═════ Dataset entries
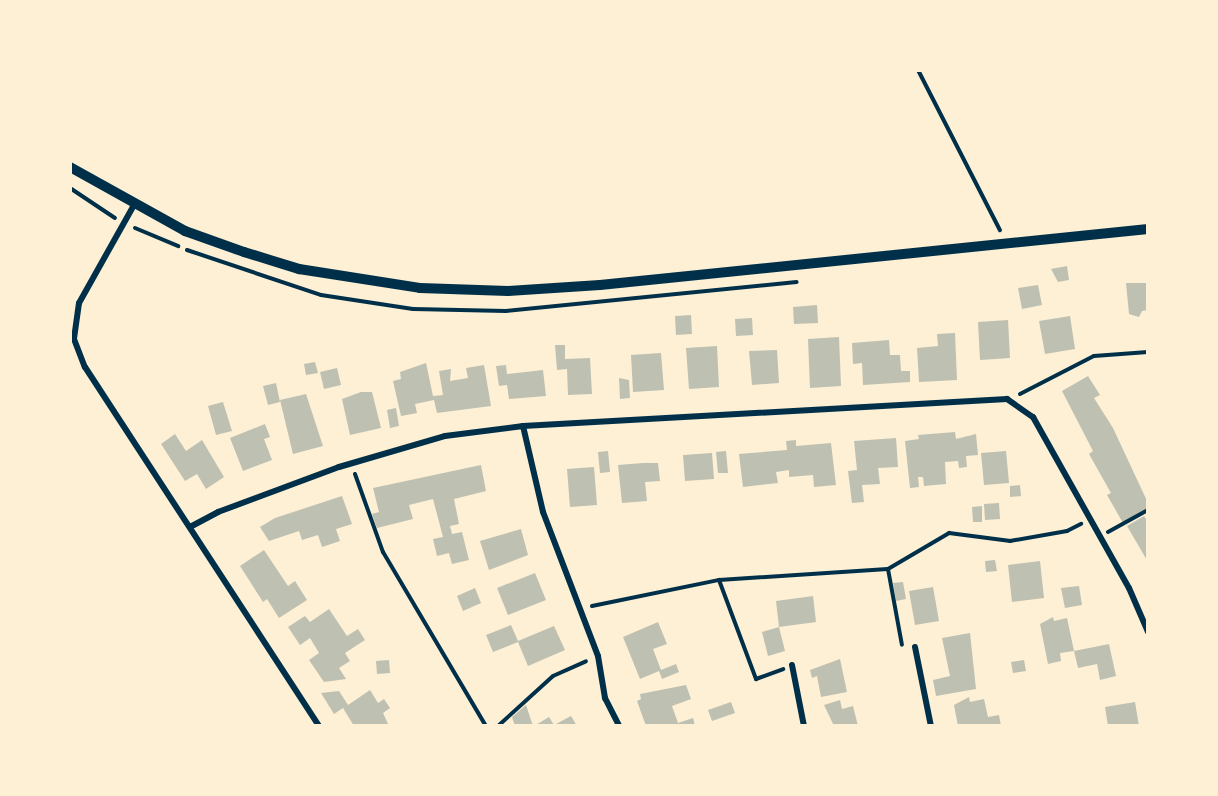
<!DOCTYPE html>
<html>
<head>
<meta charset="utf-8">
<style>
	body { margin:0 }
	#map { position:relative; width:1218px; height:796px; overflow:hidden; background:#fdf0d5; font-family:"PT Sans",sans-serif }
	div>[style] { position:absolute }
	.building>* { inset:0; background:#bec0b2 }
	.path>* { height:4px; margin:-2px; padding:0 2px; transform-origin:2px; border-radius:2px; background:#003049 }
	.minor>* { height:6px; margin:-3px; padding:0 3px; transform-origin:3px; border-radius:3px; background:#003049 }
	.tertiary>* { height:10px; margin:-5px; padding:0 5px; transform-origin:5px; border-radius:5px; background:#003049 }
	span { translate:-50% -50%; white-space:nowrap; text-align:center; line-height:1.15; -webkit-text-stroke:4.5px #fdf0d5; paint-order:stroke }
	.frame { position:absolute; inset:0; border:72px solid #fdf0d5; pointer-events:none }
</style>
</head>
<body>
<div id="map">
	<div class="building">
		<div style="clip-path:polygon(1067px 266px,1069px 280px,1058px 282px,1051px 269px)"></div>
		<div style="clip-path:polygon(1126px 283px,1148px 283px,1148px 310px,1142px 311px,1139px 317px,1129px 314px)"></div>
		<div style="clip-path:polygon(1038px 285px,1042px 305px,1022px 309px,1018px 288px)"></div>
		<div style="clip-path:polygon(817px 305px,818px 323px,794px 324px,793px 307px)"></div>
		<div style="clip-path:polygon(691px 315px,692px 334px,676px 335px,675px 316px)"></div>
		<div style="clip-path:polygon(1070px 316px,1075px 349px,1045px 354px,1039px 321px)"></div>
		<div style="clip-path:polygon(752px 318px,753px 335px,736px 336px,735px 319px)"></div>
		<div style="clip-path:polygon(1008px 320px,1010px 358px,980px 360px,978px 322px)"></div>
		<div style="clip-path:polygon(955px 333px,957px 380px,919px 382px,917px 348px,938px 346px,937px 334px)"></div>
		<div style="clip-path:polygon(839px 337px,841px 386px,810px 388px,808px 339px)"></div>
		<div style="clip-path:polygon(889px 340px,890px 355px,900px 355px,901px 371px,910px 371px,910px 382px,863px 385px,862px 363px,853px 364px,852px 343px)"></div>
		<div style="clip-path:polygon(555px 345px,565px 345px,565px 359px,590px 358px,592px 394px,568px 395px,567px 369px,557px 370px)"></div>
		<div style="clip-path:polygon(717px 346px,719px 387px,689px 389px,686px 348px)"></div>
		<div style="clip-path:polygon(777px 350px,779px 383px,752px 385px,749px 351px)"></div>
		<div style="clip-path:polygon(661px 353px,664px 390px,633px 392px,631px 355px)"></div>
		<div style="clip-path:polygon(315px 362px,318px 373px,306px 375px,304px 364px)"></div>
		<div style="clip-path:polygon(426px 363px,433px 396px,443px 395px,439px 371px,451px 369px,450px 381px,468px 378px,466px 368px,484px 365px,491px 406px,437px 413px,434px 400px,415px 404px,417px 413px,401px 416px,393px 381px,401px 379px,400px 372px)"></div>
		<div style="clip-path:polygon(506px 365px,507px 374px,543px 370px,546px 396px,509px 399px,507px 385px,499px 386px,496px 366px)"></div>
		<div style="clip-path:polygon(337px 368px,341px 385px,324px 389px,320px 372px)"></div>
		<div style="clip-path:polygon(1088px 376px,1100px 395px,1094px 398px,1113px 428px,1148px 503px,1148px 509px,1123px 523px,1107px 495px,1111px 493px,1089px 454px,1093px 451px,1062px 391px)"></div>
		<div style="clip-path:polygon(619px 378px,629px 380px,630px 398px,620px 399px)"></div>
		<div style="clip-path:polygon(276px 383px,280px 402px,268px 405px,263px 386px)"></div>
		<div style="clip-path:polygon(361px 392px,372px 392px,381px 428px,350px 435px,342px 399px)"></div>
		<div style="clip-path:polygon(306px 394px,323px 446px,293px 454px,280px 400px)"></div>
		<div style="clip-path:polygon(223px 402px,232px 431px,216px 435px,208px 406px)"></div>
		<div style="clip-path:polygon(396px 408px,399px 426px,390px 428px,387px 410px)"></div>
		<div style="clip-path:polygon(265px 424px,270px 437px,264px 439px,272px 460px,243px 471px,230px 438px)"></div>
		<div style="clip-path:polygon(955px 432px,956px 439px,976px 434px,978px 455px,966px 456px,967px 467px,959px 468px,958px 461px,945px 462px,946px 484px,924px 486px,923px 477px,918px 477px,919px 487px,910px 488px,905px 441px,919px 439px,918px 435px)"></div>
		<div style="clip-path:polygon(175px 434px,186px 451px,202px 440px,224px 477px,206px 489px,197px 474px,185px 481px,161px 444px)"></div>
		<div style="clip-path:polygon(896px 438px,898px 467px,878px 468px,880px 484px,862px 485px,864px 502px,852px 503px,848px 471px,857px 470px,854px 441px)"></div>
		<div style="clip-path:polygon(796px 440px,796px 446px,831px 443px,836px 485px,814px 487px,813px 475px,789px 477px,789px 470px,776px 472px,778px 483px,743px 487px,739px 454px,787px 450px,786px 441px)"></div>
		<div style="clip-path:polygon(608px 451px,610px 472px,600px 473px,598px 452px)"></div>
		<div style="clip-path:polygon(726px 451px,728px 473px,718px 473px,716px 452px)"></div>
		<div style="clip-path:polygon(1006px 451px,1009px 483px,984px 485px,981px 453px)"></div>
		<div style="clip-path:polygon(712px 453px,714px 479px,685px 481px,683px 455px)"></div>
		<div style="clip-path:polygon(643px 463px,658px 463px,660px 481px,645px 482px,647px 501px,622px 503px,618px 465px)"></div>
		<div style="clip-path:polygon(481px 465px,486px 491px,454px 499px,459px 524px,450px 526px,452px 534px,462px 532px,469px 560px,452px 564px,449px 553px,437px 556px,433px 539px,443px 537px,433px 499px,409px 505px,413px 519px,377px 528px,372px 514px,379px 512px,373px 488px)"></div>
		<div style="clip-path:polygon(594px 467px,597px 505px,570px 507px,567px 469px)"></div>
		<div style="clip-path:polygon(1020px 485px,1021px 496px,1010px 497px,1010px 486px)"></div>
		<div style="clip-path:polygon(342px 496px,352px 524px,336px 529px,340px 541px,322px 547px,318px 535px,302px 540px,299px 531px,269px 541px,260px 527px,275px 518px)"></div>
		<div style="clip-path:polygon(999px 503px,1000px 519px,985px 520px,984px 504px)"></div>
		<div style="clip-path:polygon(982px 506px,982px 522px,973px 522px,972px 507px)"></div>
		<div style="clip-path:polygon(1144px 516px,1148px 522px,1148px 562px,1127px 526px)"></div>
		<div style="clip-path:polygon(521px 529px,528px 555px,489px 570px,480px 541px)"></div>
		<div style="clip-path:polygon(264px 550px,288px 586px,295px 581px,307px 600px,279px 618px,267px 599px,263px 602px,240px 566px)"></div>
		<div style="clip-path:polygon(995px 560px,997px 571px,986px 572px,985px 561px)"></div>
		<div style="clip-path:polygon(1040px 561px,1044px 598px,1012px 602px,1008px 565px)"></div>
		<div style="clip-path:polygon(535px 573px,546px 600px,508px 615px,497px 588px)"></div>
		<div style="clip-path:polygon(903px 582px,906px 599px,896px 601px,893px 583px)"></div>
		<div style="clip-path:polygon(1079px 586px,1082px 605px,1065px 608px,1061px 588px)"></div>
		<div style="clip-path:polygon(933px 587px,939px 621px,915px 625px,909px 591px)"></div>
		<div style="clip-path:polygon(475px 588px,481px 603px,463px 611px,457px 596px)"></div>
		<div style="clip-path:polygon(813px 596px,816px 622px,779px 627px,776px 601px)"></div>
		<div style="clip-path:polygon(329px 609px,347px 636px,358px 629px,365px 640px,345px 653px,350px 661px,339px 668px,346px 679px,324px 682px,309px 660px,319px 653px,310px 638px,300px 645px,288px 627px,305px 616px,310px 622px)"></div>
		<div style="clip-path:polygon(1053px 617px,1054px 621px,1067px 618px,1074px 651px,1060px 653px,1061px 661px,1048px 664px,1040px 624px)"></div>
		<div style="clip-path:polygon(658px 622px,667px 644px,653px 649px,661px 670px,676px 664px,679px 672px,662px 679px,659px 671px,640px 679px,623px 637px)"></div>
		<div style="clip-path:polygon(511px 625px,518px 641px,554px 626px,565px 650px,528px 666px,518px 642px,493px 652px,486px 635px)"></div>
		<div style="clip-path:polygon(779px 627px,785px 651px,768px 656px,762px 632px)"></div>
		<div style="clip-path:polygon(970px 633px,976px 689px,936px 696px,933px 680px,950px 676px,942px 638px)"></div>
		<div style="clip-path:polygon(1109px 644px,1116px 676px,1100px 680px,1097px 664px,1078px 668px,1074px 651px)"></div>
		<div style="clip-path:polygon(840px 659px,847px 692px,821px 697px,817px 676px,812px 678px,810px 670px)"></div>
		<div style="clip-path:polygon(389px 660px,390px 673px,377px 674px,376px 661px)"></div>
		<div style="clip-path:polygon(1024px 660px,1026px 671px,1013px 673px,1011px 662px)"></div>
		<div style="clip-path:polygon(686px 685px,691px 699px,672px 706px,678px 723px,693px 718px,695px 726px,646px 726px,637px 701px,641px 699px,640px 694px)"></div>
		<div style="clip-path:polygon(370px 690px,378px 703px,384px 699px,390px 708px,383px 713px,389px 726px,354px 726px,343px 708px,334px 714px,321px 693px,339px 691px,348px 705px)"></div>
		<div style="clip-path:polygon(969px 697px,970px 702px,984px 699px,988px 717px,999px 715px,1001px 726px,958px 726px,954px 705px)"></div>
		<div style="clip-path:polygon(840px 700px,842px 709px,853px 706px,858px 726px,834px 726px,824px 705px)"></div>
		<div style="clip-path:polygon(731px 702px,735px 713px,712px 721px,708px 710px)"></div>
		<div style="clip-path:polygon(1135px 702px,1139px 726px,1108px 726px,1105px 707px)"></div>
		<div style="clip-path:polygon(526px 705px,533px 726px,515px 726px,512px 717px)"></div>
		<div style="clip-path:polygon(571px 716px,577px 726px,534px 726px,549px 717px,554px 725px)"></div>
	</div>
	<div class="path">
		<div style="left:918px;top:70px;width:180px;rotate:62.9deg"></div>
		<div style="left:70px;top:188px;width:54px;rotate:33.7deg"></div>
		<div style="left:135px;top:228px;width:47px;rotate:22.7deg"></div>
		<div style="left:187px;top:250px;width:141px;rotate:18.6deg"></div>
		<div style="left:321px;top:295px;width:93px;rotate:8.7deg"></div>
		<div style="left:413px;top:309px;width:93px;rotate:1.2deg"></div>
		<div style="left:506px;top:311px;width:292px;rotate:-5.7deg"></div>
		<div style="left:1020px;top:394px;width:83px;rotate:-27.2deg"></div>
		<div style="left:1094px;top:356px;width:54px;rotate:-4.2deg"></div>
		<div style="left:355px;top:474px;width:83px;rotate:70.3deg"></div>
		<div style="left:383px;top:552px;width:202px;rotate:59.4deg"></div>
		<div style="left:1108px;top:532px;width:46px;rotate:-28.8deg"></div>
		<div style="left:888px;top:569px;width:77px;rotate:79.6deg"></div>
		<div style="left:719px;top:580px;width:106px;rotate:69.5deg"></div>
		<div style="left:756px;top:679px;width:29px;rotate:-20deg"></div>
		<div style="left:592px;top:606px;width:130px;rotate:-11.6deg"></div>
		<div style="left:719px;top:580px;width:169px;rotate:-3.7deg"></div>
		<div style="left:888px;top:569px;width:71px;rotate:-30.5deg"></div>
		<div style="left:949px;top:533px;width:62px;rotate:7.5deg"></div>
		<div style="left:1010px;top:541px;width:58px;rotate:-10deg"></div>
		<div style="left:1067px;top:531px;width:16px;rotate:-27deg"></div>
		<div style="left:498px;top:726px;width:74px;rotate:-42.3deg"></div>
		<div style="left:553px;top:676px;width:36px;rotate:-24deg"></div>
	</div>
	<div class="minor">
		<div style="left:134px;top:205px;width:112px;rotate:119.3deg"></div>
		<div style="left:79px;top:303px;width:36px;rotate:98deg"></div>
		<div style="left:74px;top:339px;width:30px;rotate:69deg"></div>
		<div style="left:85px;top:367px;width:429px;rotate:56.9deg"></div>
		<div style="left:523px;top:426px;width:88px;rotate:76.9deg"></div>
		<div style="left:543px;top:512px;width:154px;rotate:69.1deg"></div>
		<div style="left:598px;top:656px;width:43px;rotate:80.5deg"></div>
		<div style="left:605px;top:698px;width:31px;rotate:63deg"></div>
		<div style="left:190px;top:527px;width:32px;rotate:-28deg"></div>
		<div style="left:218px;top:512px;width:129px;rotate:-20.4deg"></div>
		<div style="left:339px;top:467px;width:110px;rotate:-16.3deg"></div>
		<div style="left:445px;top:436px;width:79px;rotate:-7.3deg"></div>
		<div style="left:523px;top:426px;width:485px;rotate:-3.2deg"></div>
		<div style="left:1007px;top:399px;width:32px;rotate:35deg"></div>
		<div style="left:1033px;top:417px;width:196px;rotate:60.7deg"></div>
		<div style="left:1129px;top:588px;width:48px;rotate:66.6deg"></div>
		<div style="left:915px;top:647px;width:81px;rotate:78.6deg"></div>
		<div style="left:792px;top:665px;width:62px;rotate:78.9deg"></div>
	</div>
	<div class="tertiary">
		<div style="left:70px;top:167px;width:132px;rotate:29.1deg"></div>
		<div style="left:185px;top:231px;width:63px;rotate:19.6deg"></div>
		<div style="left:244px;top:252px;width:58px;rotate:17.2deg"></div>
		<div style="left:299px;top:269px;width:122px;rotate:8.9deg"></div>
		<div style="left:420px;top:288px;width:88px;rotate:2deg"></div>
		<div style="left:508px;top:291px;width:92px;rotate:-3.7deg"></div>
		<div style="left:600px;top:285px;width:551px;rotate:-5.83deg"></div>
	</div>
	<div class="frame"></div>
</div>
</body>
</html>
══════════
• Work request: Nothing should appear in the answer except the lines from the first line of the data through the line holding "height:4px; margin:-2px; padding:0", exactly as written, with pictures left out.

• Response area:
<!DOCTYPE html>
<html>
<head>
<meta charset="utf-8">
<style>
	body { margin:0 }
	#map { position:relative; width:1218px; height:796px; overflow:hidden; background:#fdf0d5; font-family:"PT Sans",sans-serif }
	div>[style] { position:absolute }
	.building>* { inset:0; background:#bec0b2 }
	.path>* { height:4px; margin:-2px; padding:0 2px; transform-origin:2px; border-radius:2px; background:#003049 }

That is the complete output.